Charge storage transistor 208 includes a source 230, a drain 232, a charge storage region 234, and a control gate 236. The control gate 236 of the charge storage transistor 208 is coupled to the word line 202. The columns of charge storage transistors 208 are those transistors within a NAND string 206 coupled to a given bit line 228. A row of charge storage transistors 208 are those transistors commonly coupled to a given word line 202.

It is desirable to develop improved NAND architectures and improved methods for fabricating NAND architectures.

Disclosure of Invention

An aspect of the present disclosure provides an integrated assembly, wherein the integrated assembly includes: a vertical stack of alternating insulating levels and conductive levels; the conductive level comprises a conductive structure; a channel material extending vertically through the stack; the conductive structure has a proximal region proximate to the channel material and has a distal region further from the channel material than the proximal region; the insulating level having a first region vertically between proximal regions of adjacent conductive structures and a second region vertically between distal regions of adjacent conductive structures; a void within the insulating level layer and extending across portions of the first and second regions; the insulating layer comprises an insulating liner along a proximal region of the conductive structure and not along a distal region of the conductive structure; the insulating liner has an outer surface on a side of the insulating liner opposite the conductive structure; the outer surface faces the void; and an insulating material extending through the stack and directly along the distal region of the conductive structure; the insulating material covers the ends of the voids and is not substantially along the outer surface of the insulating liner.

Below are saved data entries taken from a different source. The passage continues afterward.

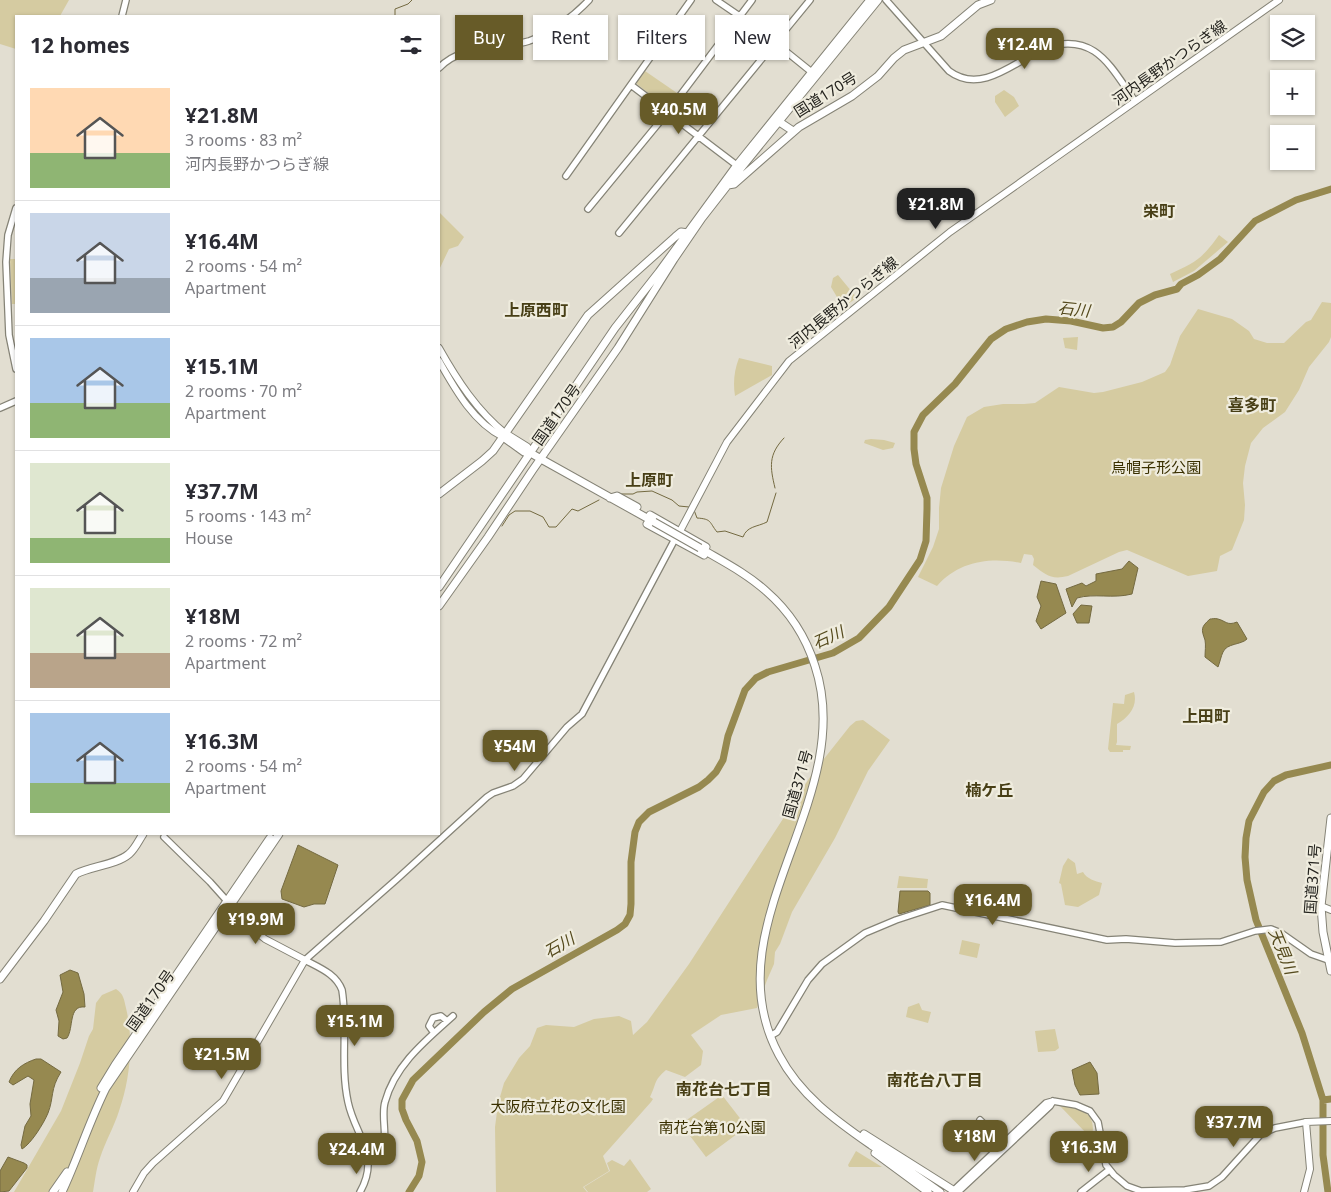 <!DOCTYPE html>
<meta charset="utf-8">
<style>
:root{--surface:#fff;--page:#f7f7f7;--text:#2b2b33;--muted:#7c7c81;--line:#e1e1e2;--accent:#675b28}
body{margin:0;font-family:"Noto Sans","Noto Sans JP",sans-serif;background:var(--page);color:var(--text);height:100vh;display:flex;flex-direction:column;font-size:19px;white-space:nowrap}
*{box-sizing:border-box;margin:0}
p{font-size:16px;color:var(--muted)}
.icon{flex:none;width:28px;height:28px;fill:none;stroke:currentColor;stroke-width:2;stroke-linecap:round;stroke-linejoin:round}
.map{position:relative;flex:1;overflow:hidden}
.details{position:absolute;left:15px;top:15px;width:425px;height:820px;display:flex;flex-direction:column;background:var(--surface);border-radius:0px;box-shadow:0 1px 4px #0004}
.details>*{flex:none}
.hud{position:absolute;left:455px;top:15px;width:475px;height:45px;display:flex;gap:10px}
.fabs{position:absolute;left:1270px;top:15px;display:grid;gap:10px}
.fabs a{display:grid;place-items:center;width:45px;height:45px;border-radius:0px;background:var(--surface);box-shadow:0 1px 4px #0004;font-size:25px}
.price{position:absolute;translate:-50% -42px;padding:0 11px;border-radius:10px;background:var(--accent);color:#fff;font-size:16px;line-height:32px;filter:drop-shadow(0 1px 2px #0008)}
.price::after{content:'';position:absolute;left:50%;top:30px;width:15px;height:11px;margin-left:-8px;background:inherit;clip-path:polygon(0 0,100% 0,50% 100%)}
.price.current{background:#222;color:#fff}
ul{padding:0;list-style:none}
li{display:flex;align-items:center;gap:15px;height:125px;padding:0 15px}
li+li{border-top:1px solid var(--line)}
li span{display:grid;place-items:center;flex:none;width:140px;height:100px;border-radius:0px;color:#555}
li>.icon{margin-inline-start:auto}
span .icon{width:60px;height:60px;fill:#fffc;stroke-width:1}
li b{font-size:21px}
h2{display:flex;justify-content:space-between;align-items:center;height:60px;padding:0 15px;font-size:21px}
.chip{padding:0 18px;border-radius:0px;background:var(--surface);box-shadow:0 1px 4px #0004;font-size:18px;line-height:45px}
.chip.current{background:var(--accent);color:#fff}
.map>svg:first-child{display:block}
.green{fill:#d5cba1}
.water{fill:#968950;stroke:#746a41}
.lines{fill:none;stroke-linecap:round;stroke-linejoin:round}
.stream{stroke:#746a41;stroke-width:1}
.river{stroke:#968950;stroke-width:7}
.tertiary-casing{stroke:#858376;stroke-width:8}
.secondary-casing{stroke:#858376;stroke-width:8}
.trunk-casing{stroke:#858376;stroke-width:9}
.tertiary{stroke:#fff;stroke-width:5.5}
.secondary{stroke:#fff;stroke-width:6}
.trunk{stroke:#fff;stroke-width:7}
.trunk-bridge-casing{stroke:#858376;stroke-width:9;stroke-linecap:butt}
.trunk-bridge{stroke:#fff;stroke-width:7}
.labels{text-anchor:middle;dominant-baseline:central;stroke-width:4.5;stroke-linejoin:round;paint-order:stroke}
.street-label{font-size:15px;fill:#24231e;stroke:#efecde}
.park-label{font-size:15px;fill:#3a3000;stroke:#efecde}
.neighbourhood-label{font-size:16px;font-weight:bold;fill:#483f16;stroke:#efecde}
.water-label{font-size:16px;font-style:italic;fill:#554a1d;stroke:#efecde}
</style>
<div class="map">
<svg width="1331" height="1192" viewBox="0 0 1331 1192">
<rect width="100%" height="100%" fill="#e2ded1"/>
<path class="green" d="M0 0H69L60 16H16V49L0 44Z
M645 71 677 93 667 106H664L637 84V80Z
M1004 90 1014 97 1019 106 1005 117 995 102V96Z
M439 212 464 237 458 246 449 249 439 270Z
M1219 235 1228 242 1194 271 1173 282 1170 274C1196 262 1202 259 1219 235Z
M10 259H16V304H12Z
M838 275 857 298 843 307 831 287 833 278Z
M1322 302 1331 303V337L1329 342 1309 367 1299 390 1285 412 1263 428 1251 443 1245 466 1243 483 1245 505 1244 520 1232 550 1220 556 1217 571 1188 576 1127 550 1119 552 1068 576C1051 580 1046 575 1033 565L1034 559 1032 555 1024 554 1021 563C990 557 959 561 937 586L918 577 933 547 939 529V508L941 488 954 446 967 417 984 407 1003 404H1024L1035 403 1059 387 1094 393 1103 392 1142 382 1165 372 1170 365 1180 336 1198 309 1232 319 1249 331 1254 339 1267 343H1284L1306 322 1311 320Z
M1078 337 1077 350 1065 348 1063 338Z
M739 358 772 366V375L735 396C733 383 734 371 739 358Z
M871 439 884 440 895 443 893 448 883 450 864 443 865 440Z
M1134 692C1138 706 1129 717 1117 724V742L1116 745 1131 746 1130 750H1123V752H1110L1108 749 1113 703 1124 704 1125 695Z
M863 720 890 740 868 771 835 838 792 912 780 944 775 952 774 964 767 980 757 1008 721 1015 691 1035 703 1051 701 1065 685 1077 666 1070C653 1081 657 1083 650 1097L653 1099 651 1102 603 1156 609 1171 583 1187 587 1192H496L495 1127 498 1104 504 1083 519 1058 530 1046 537 1028 546 1025 574 1027 594 1019 619 1016 631 1021 633 1035 647 1022 689 964 812 774 850 726 856 721Z
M1068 858 1075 863 1077 874 1083 872C1087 879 1095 881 1102 883L1099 895 1078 907 1065 905 1061 884 1059 883 1063 866Z
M899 876 928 879 927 888H897Z
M962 940 980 944 977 958 959 954Z
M116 989C124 994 124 1000 126 1008 134 1041 130 1080 119 1111 114 1127 105 1142 100 1158 96 1169 95 1181 93 1192H14L61 1111 80 1063 89 1036 93 1029 96 1003 102 995Z
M919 1003 922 1010 931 1012 928 1023 906 1017 908 1007Z
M1055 1029 1059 1048 1055 1051 1038 1052 1035 1031Z
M722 1095 746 1126 745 1128 706 1157 681 1124Z
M1060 1105C1081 1110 1097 1111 1092 1137L1088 1135 1060 1106Z
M856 1151 882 1167H849L848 1165Z
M630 1159 651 1189 647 1192H588L584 1187 610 1171 607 1163 612 1160 624 1166Z"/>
<path class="water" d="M1129 561 1138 568 1132 594C1113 599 1094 593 1077 598L1072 607 1066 589 1082 583 1086 586 1096 581V574L1122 569Z
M1041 581 1056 584 1066 613 1041 629 1036 621 1041 606 1037 597Z
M1081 605 1092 606 1089 623H1077L1073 614Z
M1210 619C1212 619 1215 618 1218 619 1226 621 1227 626 1237 622L1247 639C1241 645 1227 643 1223 652 1221 656 1220 662 1218 667L1205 657C1205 652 1206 645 1205 640 1201 629 1201 627 1210 619Z
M298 845 338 865 325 904H314L304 907 282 899 281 891Z
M900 891H928L930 893V905L899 914 898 912Z
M70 970 78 973 84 994 85 1007C68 1005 74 1028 67 1038L63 1039 58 1036 59 1021 56 1010 63 992 60 975Z
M36 1059H41L61 1072C50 1089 54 1098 48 1113 44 1123 31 1144 22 1149L21 1145 25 1126 31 1116 30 1104 34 1080 28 1076 13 1085 9 1082C14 1069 24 1063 36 1059Z
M1090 1062 1097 1073 1099 1094 1080 1095 1075 1085 1072 1070Z
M8 1157 24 1163 27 1165V1168L9 1191 0 1192V1171Z"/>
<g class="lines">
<path class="stream" d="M395 16V9L408 4 412 0
M775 488C770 467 768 455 784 438
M620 494H633L637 492 652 491 672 500 679 506 689 507
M694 510 697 518C712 519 709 522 717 532L725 531 743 537C747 526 757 527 767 522L776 493
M502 526 509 515 515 511H530L543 517 549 527H556L572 509 578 511 599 500"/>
<path class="river" d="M1323 1100 1331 1099
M409 1192 419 1176 422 1162 417 1141 406 1120 402 1109V1100L413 1080 484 1012 512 989 617 930 625 924 630 915 631 904V862L635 832 639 822 649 812 699 787 708 780 716 772 723 760 728 736 745 690 756 678 768 672 833 653 859 638 889 607 920 560 926 541 927 509V498L916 464 914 449V432L923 415 955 384 991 339 1006 329 1027 322 1046 319 1071 321 1103 328 1113 327 1121 322 1139 303 1155 295 1177 289 1181 284 1198 275 1220 259 1255 221 1296 200 1331 189
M1328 1192 1323 1155V1100L1302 1033 1256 920 1247 880 1245 857 1246 838 1249 821 1264 792 1274 781 1286 775 1331 765"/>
<defs>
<path id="tertiary" d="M716 0 757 28 814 74
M886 0 949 71C981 95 1015 62 1044 48 1095 31 1110 66 1135 101
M122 16 126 0
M439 68C463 43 499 50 529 41 550 34 574 16 589 0
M631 85 739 167
M566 176 691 0
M16 208 8 235 6 262 9 335 16 369
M588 209 667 113 752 0
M619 233 810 0
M0 408 16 401
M164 837 210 882 227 901
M434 1033 429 1026 433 1018 441 1016 447 1021
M770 1036 777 1032 808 980 822 964 865 933 896 920 942 905 1107 940 1126 939 1175 943 1221 942 1255 931 1271 929 1281 933 1311 954 1331 961
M980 1120 1005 1145
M368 1162C396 1155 379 1122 385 1102 395 1065 425 1041 453 1016
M360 1192C381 1155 355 1136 348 1102 340 1065 348 1027 342 990 336 974 320 968 305 960L397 879 487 797 493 793 513 786 523 779 567 727 582 714 675 539
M952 1192 1046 1103 1053 1101 1076 1105 1090 1111 1098 1122 1106 1165 1114 1175 1127 1186 1141 1191 1185 1190 1209 1186 1222 1177 1261 1134 1275 1128 1306 1122
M958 1192 1050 1106 1053 1101
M1081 1192 1109 1170"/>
<path id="secondary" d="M439 348C457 380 477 411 506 434
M439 361C455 389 473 422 503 437
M678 535 727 442 789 361 950 232 1279 0
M1321 906 1331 910
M133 1192 144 1173 153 1163 223 1101 305 960 265 939 254 930 228 902
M1304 1192 1310 1169 1306 1122 1331 1121"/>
<path id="trunk" d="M775 119 793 131
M728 185 734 184 799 127 852 96 878 76 894 58 904 50 941 36 978 5 991 0
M506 434 527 447 529 452
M503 437 524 452H529L541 459 654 522
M439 494 482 461 493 451 588 315 675 237 681 232 688 233
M610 498 617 496 637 507
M650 515 706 547
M647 524 704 555
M700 548C722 561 746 573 766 591 789 611 806 637 815 666 859 799 709 925 779 1055 800 1095 835 1120 871 1145 894 1160 917 1176 940 1192
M439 587 615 328 659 272 737 165 870 0
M439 606 488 537 532 471 618 348 674 259 702 218 741 168 878 0
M1331 818 1321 906 1323 932 1331 971
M0 979 44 921 76 874C92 866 116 865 129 854 135 849 139 840 143 834
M101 1088 115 1065 270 838
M864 1134 956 1192
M875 1153 928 1192
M53 1192 67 1172
M62 1192C78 1158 89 1122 106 1088L279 834"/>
</defs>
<use href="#tertiary" class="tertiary-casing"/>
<use href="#secondary" class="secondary-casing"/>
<use href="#trunk" class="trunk-casing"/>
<use href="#tertiary" class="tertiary"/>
<use href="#secondary" class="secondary"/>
<use href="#trunk" class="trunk"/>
<defs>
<path id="trunk-bridge" d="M654 522 700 548"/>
</defs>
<use href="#trunk-bridge" class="trunk-bridge-casing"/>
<use href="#trunk-bridge" class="trunk-bridge"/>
</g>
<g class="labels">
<g class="street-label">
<text transform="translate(1169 62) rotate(-35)">河内長野かつらぎ線</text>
<text transform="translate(825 94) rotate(-32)">国道170号</text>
<text transform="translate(843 302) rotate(-39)">河内長野かつらぎ線</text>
<text transform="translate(556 414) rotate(-55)">国道170号</text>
<text transform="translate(797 784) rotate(-74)">国道371号</text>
<text transform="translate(1312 879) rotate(-86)">国道371号</text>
<text transform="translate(150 1000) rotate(-55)">国道170号</text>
</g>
<g class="park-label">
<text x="1156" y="467">烏帽子形公園</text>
<text x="558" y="1106">大阪府立花の文化園</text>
<text x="712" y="1127">南花台第10公園</text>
</g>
<g class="neighbourhood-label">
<text x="1159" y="211">栄町</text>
<text x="536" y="310">上原西町</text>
<text x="1252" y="405">喜多町</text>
<text x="649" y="480">上原町</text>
<text x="1206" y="716">上田町</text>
<text x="989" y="790">楠ケ丘</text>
<text x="935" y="1080">南花台八丁目</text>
<text x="724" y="1089">南花台七丁目</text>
</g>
<g class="water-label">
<text transform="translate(1074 309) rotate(6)">石川</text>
<text transform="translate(828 637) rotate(-24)">石川</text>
<text transform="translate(559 945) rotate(-30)">石川</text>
<text transform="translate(1283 951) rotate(68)">天見川</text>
</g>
</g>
</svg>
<div class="fabs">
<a><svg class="icon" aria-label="layers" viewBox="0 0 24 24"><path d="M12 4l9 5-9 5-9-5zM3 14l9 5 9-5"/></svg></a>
<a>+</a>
<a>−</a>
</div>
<b class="price" style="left:1025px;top:70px">¥12.4M</b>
<b class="price" style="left:679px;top:135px">¥40.5M</b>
<b class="price current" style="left:936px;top:230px">¥21.8M</b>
<b class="price" style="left:515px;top:772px">¥54M</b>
<b class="price" style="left:993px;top:926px">¥16.4M</b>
<b class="price" style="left:256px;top:945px">¥19.9M</b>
<b class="price" style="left:355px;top:1047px">¥15.1M</b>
<b class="price" style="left:222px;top:1080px">¥21.5M</b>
<b class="price" style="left:1234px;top:1148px">¥37.7M</b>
<b class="price" style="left:975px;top:1162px">¥18M</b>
<b class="price" style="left:1089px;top:1173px">¥16.3M</b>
<b class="price" style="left:357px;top:1175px">¥24.4M</b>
<div class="hud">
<a class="chip current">Buy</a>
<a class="chip">Rent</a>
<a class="chip">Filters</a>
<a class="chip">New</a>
</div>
<section class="details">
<h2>12 homes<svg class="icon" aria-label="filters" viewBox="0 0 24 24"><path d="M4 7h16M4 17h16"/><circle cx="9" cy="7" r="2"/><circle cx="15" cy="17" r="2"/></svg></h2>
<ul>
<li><span style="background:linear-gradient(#ffd9b3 65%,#8fb573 0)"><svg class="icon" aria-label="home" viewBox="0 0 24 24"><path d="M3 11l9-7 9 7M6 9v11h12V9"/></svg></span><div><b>¥21.8M</b><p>3 rooms · 83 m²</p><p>河内長野かつらぎ線</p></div></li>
<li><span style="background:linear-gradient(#c9d6e8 65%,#9aa5b1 0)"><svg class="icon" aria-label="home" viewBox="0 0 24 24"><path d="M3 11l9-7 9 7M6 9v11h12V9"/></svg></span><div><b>¥16.4M</b><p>2 rooms · 54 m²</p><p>Apartment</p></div></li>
<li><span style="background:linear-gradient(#a9c7e8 65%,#8fb573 0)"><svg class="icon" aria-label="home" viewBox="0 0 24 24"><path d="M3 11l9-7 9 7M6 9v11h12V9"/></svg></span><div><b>¥15.1M</b><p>2 rooms · 70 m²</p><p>Apartment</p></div></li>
<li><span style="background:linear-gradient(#dfe7d0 75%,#8fb573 0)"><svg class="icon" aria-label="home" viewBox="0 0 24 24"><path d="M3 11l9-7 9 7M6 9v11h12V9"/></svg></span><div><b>¥37.7M</b><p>5 rooms · 143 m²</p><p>House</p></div></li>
<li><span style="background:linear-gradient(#dfe7d0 65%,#b9a48a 0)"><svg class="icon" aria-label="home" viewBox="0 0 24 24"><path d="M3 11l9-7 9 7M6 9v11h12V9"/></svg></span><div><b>¥18M</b><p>2 rooms · 72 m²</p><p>Apartment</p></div></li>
<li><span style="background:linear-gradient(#a9c7e8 70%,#8fb573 0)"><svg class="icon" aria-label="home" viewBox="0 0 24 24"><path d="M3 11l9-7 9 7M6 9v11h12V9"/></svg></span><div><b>¥16.3M</b><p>2 rooms · 54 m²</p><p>Apartment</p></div></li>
</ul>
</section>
</div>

Another aspect of the present disclosure provides a method of forming an integrated assembly, wherein the method comprises: forming a vertical stack of alternating first and second levels; the first level comprises a first material and the second level comprises a second material; forming an opening to extend through the stack; forming a charge storage material, a tunneling material and a channel material in the opening; forming a slit to extend through the stack; flowing an etchant into the slit to remove the second material and leave first voids between the first levels; forming a conductive structure in the first void; the conductive structure has a proximal end adjacent to the channel material and has a distal end adjacent to the slit; removing the first material to leave second voids between the conductive structures; forming an insulating liner within the second void to line the second void, a region of the insulating liner along the distal end of the conductive structure; forming a sacrificial material within the lined second void and over the region of the insulating liner along the distal end of the conductive structure; recessing the sacrificial material to expose a region of the insulating liner along a distal end of the conductive structure; removing the exposed region of the insulating liner to expose a distal end of the conductive structure; removing the sacrificial material to reopen the second void; the reopened second void has an end region along the slit; and forming an insulating material in the slit; an insulating material is selectively formed along the conductive material relative to the insulating liner and extends across the end regions of the reopened second voids.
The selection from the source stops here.